Missing state cookie with OAuth2: but the oauth_state cookie is sent

Grafana Authentication
1

Hi,

I just spend a few hours trying to find out why Grafana can’t accept login from Google OAuth2 authentication.

Grafana complains about not finding the oauth_state cookie at the end of the oAuth tunnel (/login/google?state=(...). But the cookie is sent !

Usually I know how to investigate this kind of problem… but not today because everything looks clean and the cookie is sent by the browser. I’m looking for new ideas !

Step by step description:

  • Grafana send the user to https://accounts.google.com/signin/oauth/consent?(...), great.

  • The authorisation tunnel is doing it’s job

  • google redirect to https://mydomain.com/login/google?state=(...). The browser provides two cookies oauth_state and oauth_code_verifier affected to the right domain (no problem with samesite policy, it would be too easy !).

  • the endpoint /login/google logs:


[auth.oauth.state.missing] missing state cookie

and send the user to the /login page with a 302 :frowning:

Context

  • Grafana dockerized grafana/grafana:11.2.2, no plugin, minimal config.

  • Deployed on cloudrun, can be accessed by mydomain.com

  • No error, nothing strange before the endpoint /login/google

Everything work in localhost:xxxx

Note that when I run the same docker image locally, everything is fine, grafana find the cookie.

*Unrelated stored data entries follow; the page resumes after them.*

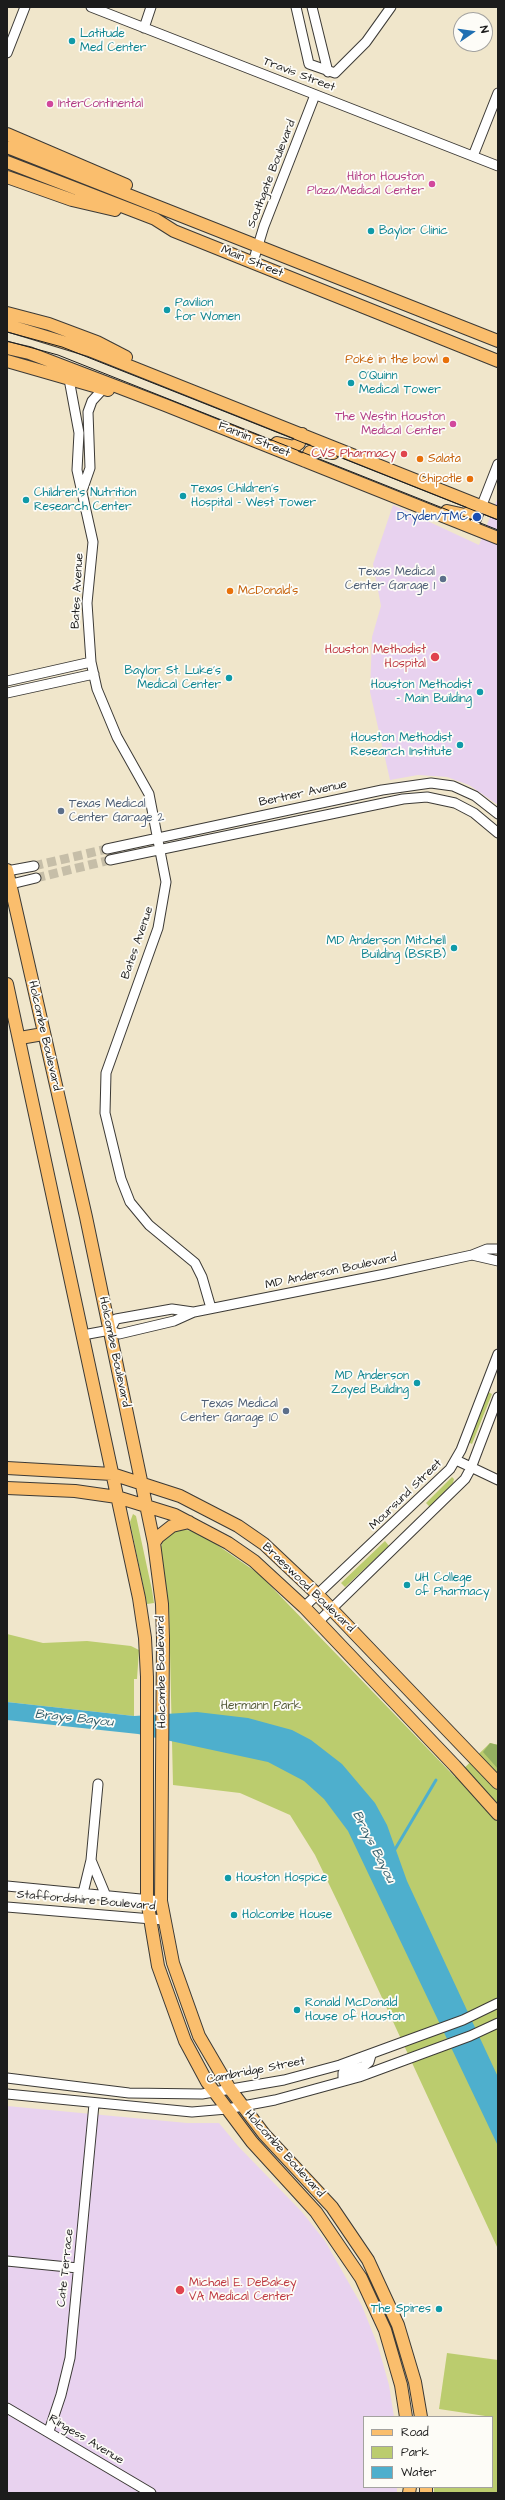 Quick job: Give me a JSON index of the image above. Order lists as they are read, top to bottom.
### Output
{
  "streets": {
    "main road": [
      "Main Street",
      "Fannin Street",
      "Holcombe Boulevard",
      "Braeswood Boulevard"
    ],
    "street": [
      "Travis Street",
      "Southgate Boulevard",
      "Bates Avenue",
      "Bertner Avenue",
      "MD Anderson Boulevard",
      "Moursund Street",
      "Staffordshire Boulevard",
      "Cambridge Street",
      "Cate Terrace",
      "Ringess Avenue"
    ]
  },
  "crossings": [
    ["Travis Street", "Southgate Boulevard"],
    ["Southgate Boulevard", "Main Street"],
    ["Bates Avenue", "Bertner Avenue"],
    ["Bates Avenue", "MD Anderson Boulevard"],
    ["Holcombe Boulevard", "MD Anderson Boulevard"],
    ["Holcombe Boulevard", "Braeswood Boulevard"],
    ["Holcombe Boulevard", "Staffordshire Boulevard"],
    ["Holcombe Boulevard", "Cambridge Street"],
    ["Moursund Street", "Braeswood Boulevard"],
    ["Cate Terrace", "Ringess Avenue"]
  ],
  "water": ["Brays Bayou"],
  "parks": ["Hermann Park"],
  "places": [
    "Latitude Med Center",
    "InterContinental",
    "Hilton Houston Plaza/Medical Center",
    "Baylor Clinic",
    "Pavilion for Women",
    "Poké in the bowl",
    "O'Quinn Medical Tower",
    "The Westin Houston Medical Center",
    "CVS Pharmacy",
    "Salata",
    "Chipotle",
    "Texas Children's Hospital - West Tower",
    "Children's Nutrition Research Center",
    "Dryden/TMC",
    "Texas Medical Center Garage 1",
    "McDonald's",
    "Houston Methodist Hospital",
    "Baylor St. Luke's Medical Center",
    "Houston Methodist - Main Building",
    "Houston Methodist Research Institute",
    "Texas Medical Center Garage 2",
    "MD Anderson Mitchell Building (BSRB)",
    "MD Anderson Zayed Building",
    "Texas Medical Center Garage 10",
    "UH College of Pharmacy",
    "Houston Hospice",
    "Holcombe House",
    "Ronald McDonald House of Houston",
    "Michael E. DeBakey VA Medical Center",
    "The Spires"
  ],
  "legend": ["Road", "Park", "Water"],
  "north": "right"
}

(localhost is added to Authorized JavaScript origins and redirect uri along side the real domain, GF_SERVER_ROOT_URL is ajusted)

Grafana config


[security]

disable_initial_admin_creation = true

; admin_user = admin

cookie_samesite = lax

[auth.basic]

disable_login_form = true

enabled = false

[auth.google]

enabled = true

allow_sign_up = true

auto_login = false

client_id = CLIENT_ID

client_secret = CLIENT_SECRET

scopes = openid email profile

auth_url = https://accounts.google.com/o/oauth2/v2/auth

token_url = https://oauth2.googleapis.com/token

api_url = https://openidconnect.googleapis.com/v1/userinfo

allowed_domains = alfred-eyes.ai

hosted_domain = alfred-eyes.ai

use_pkce = true

use_refresh_token = true

skip_org_role_sync = false

role_attribute_path = "'Editor'"

also theses env var are set

  • GF_AUTH_GOOGLE_CLIENT_ID

  • GF_AUTH_GOOGLE_CLIENT_SECRET

  • GF_SERVER_ROOT_URL

I don’t know where to look at from here.

The cookie tab for /login/google?state=(…)

image
image1694×460 65.3 KB

image
image2362×1002 311 KB

2

Increase log level and check debug server logs.

3

thanks for the suggestion ! Log level increased to debug

unfortunately, same information [auth.oauth.state.missing] missing state cookie

logger=authn.service traceID=1a803a72c23a1de821ca7024d4a5d60d t=2024-10-03T14:18:30.510372798Z level=info msg="Failed to authenticate request" client=auth.client.google error="[auth.oauth.state.missing] missing state cookie"

image
image2464×1078 304 KB

… any other idea ?

4

Those aren’t debug logs. You just showed a two log lines of info level.

5

Log level is set to debug’ in grafana.ini. is there a way to to configure it differently ?

Or is it about quantity? I will provide you more log soon.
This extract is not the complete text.